A University of California-Santa Cruz astrophysicist has created basketball-sized models of star farms, revealing features hidden in traditional renderings and animations.
Stellar nurseries are huge clouds of gas and dust in which new stars can form under the influence of the gravity of denser regions known as “lumps”. While false-color photographs and concept art of stellar nurseries are well-known images in popular science, Professor Nia Imara was interested in creating stellar nursery models that captured the complex structural details of these formations.
Imara created the models using data from simulations of star-forming clouds and an advanced 3D printing process in which the fine-scale densities and gradients of the clouds are embedded in a transparent resin. The resulting models are smooth, polished spheres about 8 cm in diameter, in which the clouds appear as delicate, swirling clumps and filaments.
“We wanted an interactive object to help us visualize those structures where stars are formed so that we can better understand the physical processes,” Imara said.
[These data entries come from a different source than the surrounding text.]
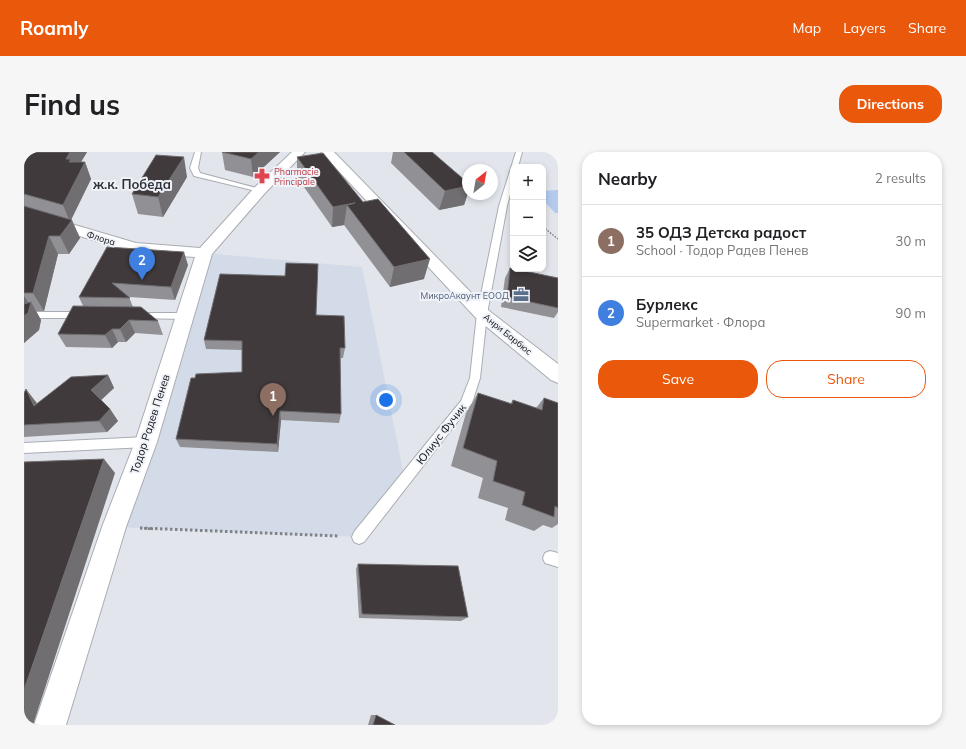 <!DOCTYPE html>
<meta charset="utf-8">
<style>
:root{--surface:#fff;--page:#f6f6f6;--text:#202124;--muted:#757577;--line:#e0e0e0;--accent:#ea580c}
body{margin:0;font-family:Mulish,sans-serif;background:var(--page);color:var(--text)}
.controls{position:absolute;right:12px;top:12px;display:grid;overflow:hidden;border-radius:8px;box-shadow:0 2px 6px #0003}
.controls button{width:36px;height:36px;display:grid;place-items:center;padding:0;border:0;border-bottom:1px solid var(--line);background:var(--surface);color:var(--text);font:20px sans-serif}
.compass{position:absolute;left:438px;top:12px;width:36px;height:36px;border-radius:50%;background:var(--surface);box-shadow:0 2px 6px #0003;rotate:31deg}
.you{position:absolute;left:362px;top:248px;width:14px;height:14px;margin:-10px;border:3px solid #fff;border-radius:50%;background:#1a73e8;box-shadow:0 0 0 6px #1a73e833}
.badge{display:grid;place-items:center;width:26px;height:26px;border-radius:50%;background:var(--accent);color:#fff;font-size:13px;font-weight:700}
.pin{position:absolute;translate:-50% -33px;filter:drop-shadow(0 1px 2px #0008)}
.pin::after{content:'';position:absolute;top:21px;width:14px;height:12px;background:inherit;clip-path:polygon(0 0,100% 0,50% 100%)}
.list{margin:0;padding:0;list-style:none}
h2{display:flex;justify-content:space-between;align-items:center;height:52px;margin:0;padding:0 16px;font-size:17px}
h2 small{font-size:13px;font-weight:400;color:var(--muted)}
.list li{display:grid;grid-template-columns:26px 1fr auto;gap:12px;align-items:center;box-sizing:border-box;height:72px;padding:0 16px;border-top:1px solid var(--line)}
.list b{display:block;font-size:15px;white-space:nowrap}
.list p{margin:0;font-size:13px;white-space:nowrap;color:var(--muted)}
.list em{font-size:13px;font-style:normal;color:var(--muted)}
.actions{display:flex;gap:8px;padding:12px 16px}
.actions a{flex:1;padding:9px 0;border:1px solid var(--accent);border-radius:16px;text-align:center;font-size:14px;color:var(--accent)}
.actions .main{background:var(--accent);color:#fff}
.icon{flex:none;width:22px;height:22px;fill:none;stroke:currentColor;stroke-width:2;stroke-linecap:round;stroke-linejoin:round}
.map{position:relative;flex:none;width:534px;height:573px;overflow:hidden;border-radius:16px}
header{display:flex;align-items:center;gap:24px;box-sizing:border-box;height:56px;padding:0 20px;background:var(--accent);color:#fff}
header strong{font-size:19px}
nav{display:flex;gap:22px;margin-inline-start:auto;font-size:14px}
.intro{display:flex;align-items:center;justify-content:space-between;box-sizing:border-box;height:96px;padding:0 24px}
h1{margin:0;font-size:28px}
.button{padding:10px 18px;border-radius:16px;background:var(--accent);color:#fff;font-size:14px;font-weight:700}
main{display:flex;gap:24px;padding:0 24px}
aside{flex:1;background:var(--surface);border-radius:16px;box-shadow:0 2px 6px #0003}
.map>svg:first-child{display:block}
</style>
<header>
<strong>Roamly</strong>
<nav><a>Map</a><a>Layers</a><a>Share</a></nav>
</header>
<div class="intro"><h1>Find us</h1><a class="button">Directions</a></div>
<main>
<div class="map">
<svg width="534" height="573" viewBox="0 0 534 573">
<rect width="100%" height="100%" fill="#e2e6ec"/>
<polygon fill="#d3dbe8" points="180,101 338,115 381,328 335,385 90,375"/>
<polygon fill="#b4c9ec" points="534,38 534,61 531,61 519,48 519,39"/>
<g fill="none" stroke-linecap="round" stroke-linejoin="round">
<defs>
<g id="lane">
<polygon points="171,0 177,0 174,16 176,21 240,38 236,40 170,24 166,16"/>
<polygon points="492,0 498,0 494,15 489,15 489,30 483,54 463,162 456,226 448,251 340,390 335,392 330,390 328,385 330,380 437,249 446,226 453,162 475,54"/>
<polygon points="10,160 60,160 65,163 60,166 11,166 0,170 0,163"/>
<polygon points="113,161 160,161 165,164 160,167 110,166 108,164 110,162"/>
<polygon points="122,285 126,286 128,290 126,294 122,295 0,301 0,291"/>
<polygon points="526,399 534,401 534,415 521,411 519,406 521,401"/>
</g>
<g id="street">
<polygon points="268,0 281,0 241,41 188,102 133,290 102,375 42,573 10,573 78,375 111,290 171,105 111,101 0,67 0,58 112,91 176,96 231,35"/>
<polygon points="297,0 310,0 464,158 534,212 534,231 527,228 452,166"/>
</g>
</defs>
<use href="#lane" stroke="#a9adb3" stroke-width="2"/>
<use href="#street" stroke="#a9adb3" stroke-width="2"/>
<polyline stroke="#7f8287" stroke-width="1.5" stroke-dasharray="1.5 1.5" stroke-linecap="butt" points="519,75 534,87"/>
<polyline stroke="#7f8287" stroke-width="2.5" stroke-dasharray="2 2" stroke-linecap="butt" points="116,376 129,377"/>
<polyline stroke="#7f8287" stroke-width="3" stroke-dasharray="2.5 2.5" stroke-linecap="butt" points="116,376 315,384"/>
<use href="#lane" fill="#fff" fill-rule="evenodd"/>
<use href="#street" fill="#fff" fill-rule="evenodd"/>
</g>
<g fill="#919094">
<polygon points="0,0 63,0 57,10 61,10 67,27 47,68 56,86 45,102 34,102 20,159 12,159 17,168 15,178 0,191"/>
<polygon points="198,0 256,0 229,25 201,18"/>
<polygon points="369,0 408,0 444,31 444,41 440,53 415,58 367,11"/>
<polygon points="273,5 400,127 366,135 320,73 308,75 273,25"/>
<polygon points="163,25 139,65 114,62 108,42"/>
<polygon points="83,95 164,113 151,148 105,145 109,155 134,169 139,183 111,181 102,190 94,190 88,196 42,195 34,182 59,154 55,145"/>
<polygon points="486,116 534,126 534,160 530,166 477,155 481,126"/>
<polygon points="292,163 321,196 319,206 316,206 317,262 315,271 257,268 254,300 156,295 152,287 218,220 218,198 182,197 180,188"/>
<polygon points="84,223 90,236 77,248 86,257 94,269 83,280 0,285 0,241 12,250 13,252"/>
<polygon points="454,241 486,252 489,248 512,256 520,246 534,251 534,372 528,376 519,373 510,379 481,368 484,356 454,346 459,326 427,314 442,261"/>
<polygon points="334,412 444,465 437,469 335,466 332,417"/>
<polygon points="347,563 352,563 371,573 344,573"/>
</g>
<g fill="#716e71">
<polygon points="46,0 63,0 51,20 42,7"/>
<polygon points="235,0 256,0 229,25 227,7"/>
<polygon points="160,5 163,25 139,65 134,45"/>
<polygon points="61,10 67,27 46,70 39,53"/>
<polygon points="444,34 444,41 440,53 415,58 421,39"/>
<polygon points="331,51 323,53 320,73 308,75 309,55"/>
<polygon points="48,68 56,86 45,102 36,84"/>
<polygon points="25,84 34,102 20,159 9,141"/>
<polygon points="160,100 164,113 151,148 147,135"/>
<polygon points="406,107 400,127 366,135 370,115"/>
<polygon points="0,144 6,153 7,150 17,168 15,178 0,191"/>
<polygon points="105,168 111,181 102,190 96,177"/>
<polygon points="88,177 94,190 88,196 81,183"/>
<polygon points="84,223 90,236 75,250 67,238"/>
<polygon points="2,237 12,250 20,266 10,254"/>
<polygon points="86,257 94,269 83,280 75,269"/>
<polygon points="256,259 257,268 254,300 253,292"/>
<polygon points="80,307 91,321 9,573 0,573 0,538"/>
</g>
<g fill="#403a3c" stroke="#716e71">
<polygon points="0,0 46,0 42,7 47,7 45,10 61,10 39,53 0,42"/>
<polygon points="198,0 235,0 227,7"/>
<polygon points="380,0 408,0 444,31 444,34 421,39"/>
<polygon points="299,1 339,50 354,47 406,107 370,115 323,53 331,51 309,55 273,5"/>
<polygon points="132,3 160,5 134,45 108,42"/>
<polygon points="0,54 48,68 36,84 25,84 9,141 0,141"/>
<polygon points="83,95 160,100 147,135 88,131 106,146 55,145"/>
<polygon points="262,111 294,112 292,163 320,164 321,196 316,196 317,262 256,259 253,292 152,287 167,226 171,226 172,222 218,220 218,189 180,188 196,122 261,124"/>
<polygon points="486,116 534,126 534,156 483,145"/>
<polygon points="7,150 4,161 0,164 0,152"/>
<polygon points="49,154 117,155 134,169 105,168 96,177 88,177 81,183 34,182"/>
<polygon points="84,223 67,238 86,257 75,269 0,273 0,241 2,237 10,254 47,225"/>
<polygon points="454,241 488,252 489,248 518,258 520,246 534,251 534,356 531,354 530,365 498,353 501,340 469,329 473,309 439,296"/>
<polygon points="80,307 0,538 0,310"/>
<polygon points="334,412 434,414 444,465 338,462"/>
<polygon points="352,563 371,573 349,573"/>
</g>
<defs>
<symbol id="pharmacy-bare" viewBox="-9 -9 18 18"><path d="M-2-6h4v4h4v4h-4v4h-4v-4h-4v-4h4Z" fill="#e0444e" stroke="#eff3f9" stroke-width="2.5" paint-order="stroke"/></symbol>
<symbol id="office-bare" viewBox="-9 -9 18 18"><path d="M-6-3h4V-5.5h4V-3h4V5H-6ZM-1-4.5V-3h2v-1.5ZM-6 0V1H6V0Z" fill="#5c6f8a" stroke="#eff3f9" stroke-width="2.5" paint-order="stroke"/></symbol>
</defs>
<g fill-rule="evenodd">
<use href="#pharmacy-bare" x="227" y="13" width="22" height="22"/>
<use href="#office-bare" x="486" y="132" width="22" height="22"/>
</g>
<g text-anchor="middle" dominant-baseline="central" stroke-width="4" stroke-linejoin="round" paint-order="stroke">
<g font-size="9" fill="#be3a42" stroke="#eff3f9" text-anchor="start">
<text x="250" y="19">Pharmacie<tspan x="250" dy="10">Principale</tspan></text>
</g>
<g font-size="9" fill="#0d0f11" stroke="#eff3f9">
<text transform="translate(77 86) rotate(17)">Флора</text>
<text transform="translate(484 182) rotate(39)">Анри Барбюс</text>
</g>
<g font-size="9" fill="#4e5e75" stroke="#eff3f9" text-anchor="end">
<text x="485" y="143">МикроАкаунт ЕООД</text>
</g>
<g font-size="11" fill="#0d0f11" stroke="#eff3f9">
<text transform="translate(126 272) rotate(-72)">Тодор Радев Пенев</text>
<text transform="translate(417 282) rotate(-52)">Юлиус Фучик</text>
</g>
<g font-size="13" font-weight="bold" fill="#2f3237" stroke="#eff3f9">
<text x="108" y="32">ж.к. Победа</text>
</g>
</g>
</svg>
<div class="controls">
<button>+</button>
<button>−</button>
<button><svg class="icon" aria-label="layers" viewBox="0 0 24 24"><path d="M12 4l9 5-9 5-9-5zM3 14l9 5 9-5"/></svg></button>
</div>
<svg class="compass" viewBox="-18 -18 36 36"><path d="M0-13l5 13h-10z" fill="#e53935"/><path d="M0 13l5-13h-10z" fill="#757577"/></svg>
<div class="you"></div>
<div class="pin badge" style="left:249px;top:264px;background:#8d6e63">1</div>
<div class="pin badge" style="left:118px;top:128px;background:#3f7fe0">2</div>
</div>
<aside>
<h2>Nearby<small>2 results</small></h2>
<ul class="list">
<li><span class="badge" style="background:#8d6e63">1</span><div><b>35 ОДЗ Детска радост</b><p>School · Тодор Радев Пенев</p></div><em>30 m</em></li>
<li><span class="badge" style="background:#3f7fe0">2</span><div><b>Бурлекс</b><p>Supermarket · Флора</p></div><em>90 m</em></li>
</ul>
<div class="actions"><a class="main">Save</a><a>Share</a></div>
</aside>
</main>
Imara, an accomplished autodidact, and astrophysicist said the idea is an example of science imitating art: “Years ago I sketched a portrait of myself touching a star. Later, the idea just clicked. Star formation within molecular clouds is my area of expertise, so why not try to build one?”
Imara and her collaborators developed a series of nine simulations representing different physical conditions within molecular clouds, then turned the data from the simulations into physical objects via high-resolution photorealistic 3D printing using different materials. While traditional extrusion-based 3D printing can only produce solid objects with a continuous outer surface, they used an inkjet-like process to deposit tiny droplets of opaque resin at precise locations in a surrounding volume of transparent resin, allowing them to create the diffuse shapes. build in fine detail.
Co-author Dr. John Forbes said, “Only aesthetically they are really great to look at, and then you start noticing the complex structures that are incredibly difficult to see with the usual techniques of visualizing these simulations.”
For example, plate-like or pancake-shaped structures are difficult to distinguish in two-dimensional slices or protrusions because a section through a plate simply looks like a filament. Within the spheres, Forbes says, are visible sheets of tiny filaments, which is “baffling” from the perspective of an astrophysicist trying to understand these evolving structures.
The models also show structures that are more continuous than they would appear in two dimensions. Imara explains, “If you’re swinging something through space, you might not realize that two regions are connected by the same structure, so having an interactive object that you can rotate in your hand makes it easier for us to detect these continuities.”
The simulations on which the models are based are designed to investigate the effects of three physical processes that influence the evolution of molecular clouds: turbulence, gravity and magnetic fields. By playing with these variables, such as the strength of the magnetic fields or how fast the gas is moving, the simulations show the impact on the morphology of substructures associated with star formation.
Stars tend to form in clumps and cores located at the intersection of filaments, where the density of gas and dust is great enough for gravity to take over and start star formation. Imara said, “We think the spins of these newborn stars will depend on the structures they form in; stars in the same filament will ‘know’ about each other’s spins.”
The researchers say the models make it possible for anyone to get an idea of how factors such as gravity affect the conditions of star formation. They hope they will serve as tools for education and outreach; Imara plans to use them in an astrophysics course she will be teaching this fall.
In the future, they could try to absorb additional information by exploring the use of color and 3D printing to display observational data from nearby molecular clouds, such as those in the constellation Orion.